Self-righteousness arises partly from pride, but mainly from ignorance of God’s Law. It is because men know little or nothing concerning the solemn character of the Divine Law that they foolishly imagine themselves to be righteous. They are not aware of the deep spirituality and the stern severity of the Law or they would have other and wiser notions. Once let them know how strictly the Law deals with the thoughts—how it brings itself to bear upon every emotion of the inner man—and there is not one creature beneath God’s Heaven who would dare to think himself self-righteous in God’s sight in virtue of his own deeds and thoughts.

Only let the Law be truly revealed to a man. Let him know how strict the Law is and how infinitely just and his self-righteousness will shrivel into nothing—it will become a filthy rag in his sight—whereas before he thought it to be a goodly garment. David, having seen God’s Law and having praised it in this Psalm, which I have read in your hearing, is brought by reflecting on its excellency, to utter this thought, "Who can understand his errors?" and then to offer this prayer, "Cleanse me from secret faults."

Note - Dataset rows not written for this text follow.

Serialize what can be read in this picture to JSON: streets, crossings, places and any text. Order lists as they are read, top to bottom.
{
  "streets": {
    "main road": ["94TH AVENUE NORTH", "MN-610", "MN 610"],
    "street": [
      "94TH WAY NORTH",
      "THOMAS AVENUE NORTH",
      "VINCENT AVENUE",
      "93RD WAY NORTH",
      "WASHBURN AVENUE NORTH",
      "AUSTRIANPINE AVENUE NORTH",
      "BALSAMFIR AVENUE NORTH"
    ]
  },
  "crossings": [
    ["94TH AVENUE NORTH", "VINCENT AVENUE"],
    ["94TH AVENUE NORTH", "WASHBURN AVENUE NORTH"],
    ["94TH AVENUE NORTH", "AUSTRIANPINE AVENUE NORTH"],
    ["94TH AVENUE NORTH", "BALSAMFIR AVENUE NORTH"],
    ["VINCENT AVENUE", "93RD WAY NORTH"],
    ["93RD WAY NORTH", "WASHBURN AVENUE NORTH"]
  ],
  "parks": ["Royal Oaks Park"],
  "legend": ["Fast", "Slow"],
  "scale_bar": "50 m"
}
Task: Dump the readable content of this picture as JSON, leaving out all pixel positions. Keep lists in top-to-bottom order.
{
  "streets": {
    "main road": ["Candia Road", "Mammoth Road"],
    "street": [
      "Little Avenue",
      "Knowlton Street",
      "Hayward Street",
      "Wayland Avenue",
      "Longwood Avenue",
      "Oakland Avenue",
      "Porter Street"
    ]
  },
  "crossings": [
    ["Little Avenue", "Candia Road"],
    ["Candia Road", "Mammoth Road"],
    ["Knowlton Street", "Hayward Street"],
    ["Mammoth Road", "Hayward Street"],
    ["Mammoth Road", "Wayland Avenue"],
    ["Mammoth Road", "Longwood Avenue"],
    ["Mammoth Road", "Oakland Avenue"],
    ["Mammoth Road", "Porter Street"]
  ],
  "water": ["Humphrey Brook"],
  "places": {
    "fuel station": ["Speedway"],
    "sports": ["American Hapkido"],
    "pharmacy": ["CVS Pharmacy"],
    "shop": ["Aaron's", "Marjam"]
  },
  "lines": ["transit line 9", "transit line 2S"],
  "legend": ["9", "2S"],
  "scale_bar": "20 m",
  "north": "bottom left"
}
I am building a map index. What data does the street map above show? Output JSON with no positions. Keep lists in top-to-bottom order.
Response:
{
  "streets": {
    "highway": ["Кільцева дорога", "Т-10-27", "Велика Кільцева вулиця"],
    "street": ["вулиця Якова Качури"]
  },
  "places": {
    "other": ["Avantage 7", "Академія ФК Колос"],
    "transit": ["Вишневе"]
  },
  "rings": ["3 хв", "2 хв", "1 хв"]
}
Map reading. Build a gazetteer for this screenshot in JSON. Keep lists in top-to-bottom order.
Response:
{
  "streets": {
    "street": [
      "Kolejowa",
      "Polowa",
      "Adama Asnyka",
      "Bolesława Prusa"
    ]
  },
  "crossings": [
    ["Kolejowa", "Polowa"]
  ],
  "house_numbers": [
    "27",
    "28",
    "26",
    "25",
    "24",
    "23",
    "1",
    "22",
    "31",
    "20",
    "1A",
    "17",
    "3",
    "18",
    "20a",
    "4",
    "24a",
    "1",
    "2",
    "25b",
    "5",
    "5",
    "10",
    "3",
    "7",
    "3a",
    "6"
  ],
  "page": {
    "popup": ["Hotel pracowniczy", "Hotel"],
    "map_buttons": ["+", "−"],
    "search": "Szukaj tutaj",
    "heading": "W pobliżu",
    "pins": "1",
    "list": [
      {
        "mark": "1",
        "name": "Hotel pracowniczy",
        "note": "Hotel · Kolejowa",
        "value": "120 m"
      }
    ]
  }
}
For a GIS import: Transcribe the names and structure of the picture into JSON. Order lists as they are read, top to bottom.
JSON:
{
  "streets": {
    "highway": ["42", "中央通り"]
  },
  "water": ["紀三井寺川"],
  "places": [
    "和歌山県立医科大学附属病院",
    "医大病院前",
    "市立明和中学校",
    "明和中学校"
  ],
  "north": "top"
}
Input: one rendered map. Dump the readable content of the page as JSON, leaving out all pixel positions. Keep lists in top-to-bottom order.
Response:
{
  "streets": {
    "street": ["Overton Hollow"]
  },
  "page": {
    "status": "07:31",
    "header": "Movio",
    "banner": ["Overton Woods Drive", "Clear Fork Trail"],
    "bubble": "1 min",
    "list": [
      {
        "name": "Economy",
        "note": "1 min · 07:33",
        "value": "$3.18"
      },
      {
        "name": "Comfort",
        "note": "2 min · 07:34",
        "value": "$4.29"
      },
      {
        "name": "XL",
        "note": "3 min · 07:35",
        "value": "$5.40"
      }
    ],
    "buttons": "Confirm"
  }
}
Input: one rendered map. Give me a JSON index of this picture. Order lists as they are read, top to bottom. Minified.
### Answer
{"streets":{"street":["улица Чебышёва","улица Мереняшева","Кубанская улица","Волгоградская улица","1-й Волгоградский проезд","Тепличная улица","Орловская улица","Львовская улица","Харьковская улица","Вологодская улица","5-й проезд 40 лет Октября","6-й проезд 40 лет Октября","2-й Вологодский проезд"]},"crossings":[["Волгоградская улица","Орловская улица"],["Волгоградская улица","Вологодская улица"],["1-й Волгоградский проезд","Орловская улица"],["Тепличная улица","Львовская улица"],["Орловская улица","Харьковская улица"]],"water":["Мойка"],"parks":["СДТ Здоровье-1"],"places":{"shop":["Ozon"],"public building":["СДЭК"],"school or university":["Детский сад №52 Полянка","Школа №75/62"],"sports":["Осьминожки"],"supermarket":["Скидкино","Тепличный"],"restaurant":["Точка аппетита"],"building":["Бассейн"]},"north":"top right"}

In the Lateran Council of the Church of Rome, a decree was passed that every true believer must confess his sins, all of them, once each year to a priest and they affixed to it this declaration—that there is no hope of pardon but in complying with that decree. What can equal the absurdity of such a decree as that? Do they suppose that they can tell their sins as easily as they can count their fingers? Why, if we could receive pardon for all our sins by telling every sin we have committed in one hour, there is not one of us who would be able to enter Heaven.

Besides the sins that are known to us and that we may be able to confess, there are a vast mass of sins which are as truly sins as those which we do observe but which are secret and come not beneath our eyes. Oh if we had eyes like those of God, we would think very differently of ourselves. The sins that we see and confess are but like the farmer’s small samples which he brings to market when he has left his granary full at home. We have but a very few sins which we can observe and detect, compared with those which are hidden to ourselves and unseen by our fellow creatures.

I doubt not it is true of all of us who are here that in every hour of our existence in which we are active, we commit tens of thousands of sins for which conscience has never reproved us because we have never seen them to be wrong, seeing we have not studied God’s Laws as we ought to have done. Now be it known to us all that sin is sin, whether we see it or not—that a sin secret to us is a sin as truly as if we knew it to be a sin, though not so great a sin in the sight of God as if it had been committed presumptuously, seeing that it lacks the aggravation of willfulness. Let all of us who know our sins offer this prayer after all our confessions—"Lord, I have confessed as many as I know but I must add an etcetera after them and say, ‘Cleanse me from secret faults.’ "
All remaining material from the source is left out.